Las palabras de Guarulla –dichas en el contexto de una rueda de prensa y mientras agitaba una maraca adornada con plumas– han causado quizás más impacto que la misma medida tomada por la Contraloría. A estas alturas, todos sabemos que, desde el alto gobierno y las instituciones que lo conforman, se decide lo que haga falta para los fines consiguientes. ¿Pero una maldición? ¡Una maldición es otra cosa!

Y no es que antes no se haya hecho. No es la primera vez que, dentro de la contienda política venezolana, se conjura para obtener algún tipo de beneficio. En su oportunidad, como candidato, Maduro lanzó la maldición de Macarapana a quien votara en su contra. ¡Pero aquello fue una bravuconada que poco tiene que ver con la firme convicción del gobernador de Amazonas! Aquello fue un artificio fatuo puesto al servicio de un efectismo oportunista; una frase más amenaza que sortilegio.

No morirán sin tormento

Bárbara le encomendó a Juan Primito que midiera la estatura de Santos Luzardo. El acólito hizo lo propio, y cuando tuvo la cabuya lista con las señas del hombre la entregó para condenar, así, al citadino. La dañera se encerró en su altar con El socio: “Con dos te miro, con tres te ato: con el Padre, con el Hijo y con el Espíritu Santo ¡Hombre! Que yo te vea más humilde ante mí que Cristo ante Pilatos”. Marisela, la promesa civilizatoria, llegó justo a tiempo para impedir que se consumara el embrujo. ¡No hubo amarre!

En la ficción galleguiana, se confrontan la fe oscura de la mujerona y el ímpetu amoroso de la hija concebida sin ternura. Se impuso el bien, y Santos –sin sospecharlo– se salvó de ser un falderillo más. Alguien –sin que él lo supiera– medió por su suerte e hizo un contrapeso. En las ficciones suele haber finales felices porque se impone el principio de la justicia poética. En la vida real, las cosas suelen ser un poco distintas…

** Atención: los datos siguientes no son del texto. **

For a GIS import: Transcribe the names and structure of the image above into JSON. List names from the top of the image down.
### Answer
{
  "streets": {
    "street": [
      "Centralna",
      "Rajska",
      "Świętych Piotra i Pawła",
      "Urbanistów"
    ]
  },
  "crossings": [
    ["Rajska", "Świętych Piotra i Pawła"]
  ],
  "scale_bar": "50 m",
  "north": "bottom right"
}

Mucha gente se ha hecho eco de la maldición de Guarulla (al menos, eso se advierte en las redes sociales, que son un reflejo del ánimo general). Incluso no ha faltado quien, temeroso de las consecuencias, se santigüe y nos recuerde a todos el poder instaurador de las palabras.

Como respuesta a un post que escribí en mi muro de Facebook (evocando una reflexión de Luz Mely Reyes), Violeta Rojo compartió estos comentarios: “Hasta los ateos sabemos que mejor es que lo bendigan a uno. Creas o no en eso, es horrible ser maldecido […]. Los físicos lo tienen estudiado. Las oraciones y los mantras crean vibraciones diferentes que los insultos”.

Santos Luzardo –inocente de la conjura– tuvo a Marisela pa’ que lo salvara del trance… A los del gobierno ¿quién podrá defenderlos si, desde lo más atávico del inconsciente colectivo, tantos dijeron “amén” cuando Guarulla vaticinó que quienes quisieron hacerle maldad “no morirán sin tormento”?

  • Er Márgaro Jodedor

    De ese conjuro nadie los puede defender, ni siquiera los babalaos importados de la isla. Su tormento ya comenzó y está en el asfalto, en los barrios, en cada plato vacío y en sus espíritus, porque allí, sólo la maldad tiene sustento, y ésta, con toda su fuerza destructora, carcome a quien le hospeda.